第二は,けい光ランプがいったん点燈すると,電圧を下げて,放電を続けるのに適した電圧(45〜60V)にするためである。安定器は直流に対しては,ほとんど抵抗の作用を示さないが,交流に対してはかなり高い抵抗作用を示すのである。(詳しくは,誘導電動機の(7)解説1)コイルと交流回路の,ア.コイルの抵抗作用を参照してください。)

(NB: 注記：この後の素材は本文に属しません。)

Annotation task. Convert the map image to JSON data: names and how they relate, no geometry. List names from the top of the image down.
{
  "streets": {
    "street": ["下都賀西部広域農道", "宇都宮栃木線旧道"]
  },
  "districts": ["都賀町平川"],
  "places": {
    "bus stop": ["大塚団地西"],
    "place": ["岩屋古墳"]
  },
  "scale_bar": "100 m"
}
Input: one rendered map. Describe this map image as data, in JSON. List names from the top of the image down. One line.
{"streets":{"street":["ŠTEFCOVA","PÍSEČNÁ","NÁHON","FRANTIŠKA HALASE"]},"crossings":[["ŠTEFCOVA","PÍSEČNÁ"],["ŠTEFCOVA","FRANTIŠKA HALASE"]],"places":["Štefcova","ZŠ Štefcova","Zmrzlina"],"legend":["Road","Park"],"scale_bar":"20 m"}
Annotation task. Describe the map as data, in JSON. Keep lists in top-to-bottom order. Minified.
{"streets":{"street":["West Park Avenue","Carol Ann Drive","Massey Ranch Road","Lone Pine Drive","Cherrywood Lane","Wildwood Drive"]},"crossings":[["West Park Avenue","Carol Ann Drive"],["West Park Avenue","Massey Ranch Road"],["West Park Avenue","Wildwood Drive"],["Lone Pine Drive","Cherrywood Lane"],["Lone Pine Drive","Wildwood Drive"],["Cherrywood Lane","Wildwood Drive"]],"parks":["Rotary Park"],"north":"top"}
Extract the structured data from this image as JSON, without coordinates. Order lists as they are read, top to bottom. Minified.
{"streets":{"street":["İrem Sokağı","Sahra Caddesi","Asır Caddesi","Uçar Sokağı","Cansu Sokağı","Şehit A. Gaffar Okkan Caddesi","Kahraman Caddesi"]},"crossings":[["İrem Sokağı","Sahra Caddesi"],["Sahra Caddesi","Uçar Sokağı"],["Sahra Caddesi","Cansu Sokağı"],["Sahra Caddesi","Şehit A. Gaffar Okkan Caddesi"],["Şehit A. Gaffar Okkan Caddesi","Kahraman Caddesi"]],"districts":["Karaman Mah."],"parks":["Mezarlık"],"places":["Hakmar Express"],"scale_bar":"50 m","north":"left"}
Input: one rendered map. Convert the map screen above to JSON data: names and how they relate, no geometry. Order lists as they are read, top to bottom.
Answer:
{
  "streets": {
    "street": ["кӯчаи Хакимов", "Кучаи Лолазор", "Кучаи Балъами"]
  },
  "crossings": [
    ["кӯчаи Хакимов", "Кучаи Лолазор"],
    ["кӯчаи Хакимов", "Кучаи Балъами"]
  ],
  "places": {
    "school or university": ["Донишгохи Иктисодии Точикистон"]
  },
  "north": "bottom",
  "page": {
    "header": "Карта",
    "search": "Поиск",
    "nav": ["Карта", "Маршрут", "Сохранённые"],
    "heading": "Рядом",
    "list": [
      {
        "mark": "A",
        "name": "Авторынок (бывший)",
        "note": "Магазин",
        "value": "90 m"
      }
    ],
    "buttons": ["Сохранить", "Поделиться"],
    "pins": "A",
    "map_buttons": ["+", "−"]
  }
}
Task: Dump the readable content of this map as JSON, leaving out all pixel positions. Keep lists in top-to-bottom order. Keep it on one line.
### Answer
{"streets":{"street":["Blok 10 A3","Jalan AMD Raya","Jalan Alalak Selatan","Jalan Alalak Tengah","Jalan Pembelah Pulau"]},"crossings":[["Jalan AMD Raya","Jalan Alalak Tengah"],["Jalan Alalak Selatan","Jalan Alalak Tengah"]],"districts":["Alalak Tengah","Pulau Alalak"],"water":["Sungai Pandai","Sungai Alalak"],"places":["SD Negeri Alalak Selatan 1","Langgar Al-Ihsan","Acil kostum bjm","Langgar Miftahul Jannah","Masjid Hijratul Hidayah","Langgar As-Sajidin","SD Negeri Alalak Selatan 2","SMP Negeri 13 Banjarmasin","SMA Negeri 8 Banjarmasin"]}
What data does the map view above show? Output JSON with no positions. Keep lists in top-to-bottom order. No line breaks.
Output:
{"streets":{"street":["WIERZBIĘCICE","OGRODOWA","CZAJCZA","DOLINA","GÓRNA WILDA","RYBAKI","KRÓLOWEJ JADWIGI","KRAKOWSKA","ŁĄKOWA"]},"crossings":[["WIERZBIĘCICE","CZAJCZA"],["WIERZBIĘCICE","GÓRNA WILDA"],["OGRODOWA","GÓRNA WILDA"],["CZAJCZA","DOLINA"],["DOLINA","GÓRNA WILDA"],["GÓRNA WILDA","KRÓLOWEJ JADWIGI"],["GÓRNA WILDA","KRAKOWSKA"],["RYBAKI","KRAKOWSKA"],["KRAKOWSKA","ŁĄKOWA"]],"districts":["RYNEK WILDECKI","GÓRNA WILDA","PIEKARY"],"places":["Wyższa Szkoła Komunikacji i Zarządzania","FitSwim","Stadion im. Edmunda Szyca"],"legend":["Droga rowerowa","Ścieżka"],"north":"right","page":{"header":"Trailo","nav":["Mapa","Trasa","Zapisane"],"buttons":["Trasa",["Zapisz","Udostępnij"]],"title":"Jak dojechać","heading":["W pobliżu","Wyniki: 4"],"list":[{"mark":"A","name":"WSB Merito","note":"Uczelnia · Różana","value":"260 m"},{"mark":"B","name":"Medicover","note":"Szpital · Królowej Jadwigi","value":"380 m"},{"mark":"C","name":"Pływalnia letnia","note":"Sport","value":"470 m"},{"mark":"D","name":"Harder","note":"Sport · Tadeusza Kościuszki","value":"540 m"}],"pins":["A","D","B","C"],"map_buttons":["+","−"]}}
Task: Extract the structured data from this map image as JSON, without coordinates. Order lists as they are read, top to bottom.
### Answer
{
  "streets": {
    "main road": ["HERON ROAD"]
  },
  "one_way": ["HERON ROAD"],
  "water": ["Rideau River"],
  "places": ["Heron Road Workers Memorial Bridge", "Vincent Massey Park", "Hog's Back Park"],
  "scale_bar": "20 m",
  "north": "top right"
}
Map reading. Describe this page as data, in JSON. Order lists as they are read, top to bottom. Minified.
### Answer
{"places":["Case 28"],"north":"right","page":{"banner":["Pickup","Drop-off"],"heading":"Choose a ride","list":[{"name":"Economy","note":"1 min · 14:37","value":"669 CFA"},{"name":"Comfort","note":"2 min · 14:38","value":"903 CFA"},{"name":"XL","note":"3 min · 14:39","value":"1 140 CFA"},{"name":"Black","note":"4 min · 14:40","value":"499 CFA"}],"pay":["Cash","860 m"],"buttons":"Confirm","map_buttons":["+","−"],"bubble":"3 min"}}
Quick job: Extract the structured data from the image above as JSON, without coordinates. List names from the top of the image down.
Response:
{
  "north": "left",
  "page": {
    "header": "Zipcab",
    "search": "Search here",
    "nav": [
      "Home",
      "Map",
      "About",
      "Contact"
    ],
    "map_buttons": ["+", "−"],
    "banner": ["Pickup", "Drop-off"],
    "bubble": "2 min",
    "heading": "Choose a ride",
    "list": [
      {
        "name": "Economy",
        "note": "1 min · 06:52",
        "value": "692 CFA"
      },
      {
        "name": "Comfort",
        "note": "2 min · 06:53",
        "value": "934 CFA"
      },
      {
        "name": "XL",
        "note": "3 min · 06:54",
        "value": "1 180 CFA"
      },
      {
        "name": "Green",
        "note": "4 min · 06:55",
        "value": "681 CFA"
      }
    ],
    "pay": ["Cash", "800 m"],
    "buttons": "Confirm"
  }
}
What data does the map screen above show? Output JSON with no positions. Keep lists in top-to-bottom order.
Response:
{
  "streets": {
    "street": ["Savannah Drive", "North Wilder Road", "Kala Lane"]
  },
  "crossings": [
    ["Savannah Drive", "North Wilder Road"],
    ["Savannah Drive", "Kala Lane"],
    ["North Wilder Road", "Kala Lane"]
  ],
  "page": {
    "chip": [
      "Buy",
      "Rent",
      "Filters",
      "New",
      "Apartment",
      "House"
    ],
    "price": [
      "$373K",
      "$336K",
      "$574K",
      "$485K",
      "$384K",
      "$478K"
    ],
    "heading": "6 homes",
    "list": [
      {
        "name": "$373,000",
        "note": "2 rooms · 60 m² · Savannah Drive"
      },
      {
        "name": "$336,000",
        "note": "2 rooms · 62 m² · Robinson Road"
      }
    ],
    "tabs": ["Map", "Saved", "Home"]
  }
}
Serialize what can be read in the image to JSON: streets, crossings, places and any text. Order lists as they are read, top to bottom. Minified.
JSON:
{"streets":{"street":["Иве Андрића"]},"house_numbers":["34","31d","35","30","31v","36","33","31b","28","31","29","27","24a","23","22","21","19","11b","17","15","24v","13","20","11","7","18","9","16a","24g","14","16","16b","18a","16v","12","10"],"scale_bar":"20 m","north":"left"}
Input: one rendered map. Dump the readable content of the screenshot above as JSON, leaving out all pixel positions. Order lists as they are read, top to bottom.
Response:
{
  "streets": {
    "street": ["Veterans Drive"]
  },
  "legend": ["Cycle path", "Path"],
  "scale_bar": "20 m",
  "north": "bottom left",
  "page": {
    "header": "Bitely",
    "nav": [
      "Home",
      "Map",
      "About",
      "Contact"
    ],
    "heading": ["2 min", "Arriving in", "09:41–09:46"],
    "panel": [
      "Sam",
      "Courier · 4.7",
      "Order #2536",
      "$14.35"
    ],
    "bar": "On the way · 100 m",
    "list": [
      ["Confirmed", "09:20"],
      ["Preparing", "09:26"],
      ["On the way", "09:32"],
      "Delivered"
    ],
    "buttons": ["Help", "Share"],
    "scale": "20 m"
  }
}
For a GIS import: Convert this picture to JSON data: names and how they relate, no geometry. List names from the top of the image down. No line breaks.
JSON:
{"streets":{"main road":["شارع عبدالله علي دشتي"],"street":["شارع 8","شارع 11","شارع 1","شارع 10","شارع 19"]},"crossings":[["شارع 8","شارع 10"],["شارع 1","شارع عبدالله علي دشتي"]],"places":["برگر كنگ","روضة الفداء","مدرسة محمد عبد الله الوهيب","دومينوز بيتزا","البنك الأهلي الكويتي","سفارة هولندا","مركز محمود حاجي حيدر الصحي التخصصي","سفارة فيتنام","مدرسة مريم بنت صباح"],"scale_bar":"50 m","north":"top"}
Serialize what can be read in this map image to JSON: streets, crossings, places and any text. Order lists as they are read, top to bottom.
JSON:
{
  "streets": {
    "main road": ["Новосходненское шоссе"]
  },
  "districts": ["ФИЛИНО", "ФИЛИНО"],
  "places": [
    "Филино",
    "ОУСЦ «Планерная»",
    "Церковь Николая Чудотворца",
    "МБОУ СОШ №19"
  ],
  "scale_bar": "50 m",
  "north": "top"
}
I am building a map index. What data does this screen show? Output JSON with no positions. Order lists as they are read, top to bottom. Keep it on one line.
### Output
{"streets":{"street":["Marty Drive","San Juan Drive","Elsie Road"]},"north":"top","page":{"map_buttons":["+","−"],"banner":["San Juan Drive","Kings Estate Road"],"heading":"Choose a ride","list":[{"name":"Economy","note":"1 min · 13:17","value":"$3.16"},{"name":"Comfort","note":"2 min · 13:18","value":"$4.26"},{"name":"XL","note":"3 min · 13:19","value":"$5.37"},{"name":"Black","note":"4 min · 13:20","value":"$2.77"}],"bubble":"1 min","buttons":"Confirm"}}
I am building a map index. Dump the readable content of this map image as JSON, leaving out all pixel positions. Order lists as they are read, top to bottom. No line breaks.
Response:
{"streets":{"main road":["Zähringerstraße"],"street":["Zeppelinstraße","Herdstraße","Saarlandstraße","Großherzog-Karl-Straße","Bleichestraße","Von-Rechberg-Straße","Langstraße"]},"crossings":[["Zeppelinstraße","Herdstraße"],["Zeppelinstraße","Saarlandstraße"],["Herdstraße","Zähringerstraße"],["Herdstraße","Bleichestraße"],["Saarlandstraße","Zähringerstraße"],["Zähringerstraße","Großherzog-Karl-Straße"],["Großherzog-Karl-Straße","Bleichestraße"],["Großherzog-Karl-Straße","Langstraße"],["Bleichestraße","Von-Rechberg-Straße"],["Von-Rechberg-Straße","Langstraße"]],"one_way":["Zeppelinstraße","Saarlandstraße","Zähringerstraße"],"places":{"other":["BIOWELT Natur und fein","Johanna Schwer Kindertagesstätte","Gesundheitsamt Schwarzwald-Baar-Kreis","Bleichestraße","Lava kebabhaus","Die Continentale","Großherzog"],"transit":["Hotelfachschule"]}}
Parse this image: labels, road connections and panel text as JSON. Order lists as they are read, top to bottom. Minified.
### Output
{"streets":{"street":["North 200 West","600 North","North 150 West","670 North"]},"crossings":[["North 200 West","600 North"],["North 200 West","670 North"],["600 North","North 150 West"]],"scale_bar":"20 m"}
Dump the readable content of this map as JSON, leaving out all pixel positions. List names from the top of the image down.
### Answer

けい光ランプは,放電がはじまると,雪だるま式にランプ内を流れる電流が大きくなる性質がある。電流が大きくなればなる程安定器にも電流が流れてくるが,その電圧降下も大きくなることから,けい光ランプに加わる電圧は自動的に少さくなって電流を制限するのである。特に安定器とよばれるのはこのためである。
1)けい光ランプの点燈実験
図−2
図−2
図−2のように,けい光ランプの両端ピン1箇ずつをミノムシクリップではさみ,並四トランス(三球式ラジオ製作時使用した電源用トランス)の2次側AC230V端子に一方を接続する。次に,1次側0〜100Vの端子とスライダックの2次側端子に接続する。スラィダックで徐々に電圧をあげていき,けい光ランプが点燈したときの電圧を電圧計(回路計を交流電圧計にして)で読みとる。
この実験から,けい光ランプの点燈は,電源電圧100Vでは点燈しないことがわかり,点燈させるためには,高い電圧が必要であることを理解することができる。(なお,電源電圧の降下などで,点燈しない場合は,トランスの容量の大きいものを使用するとよい。)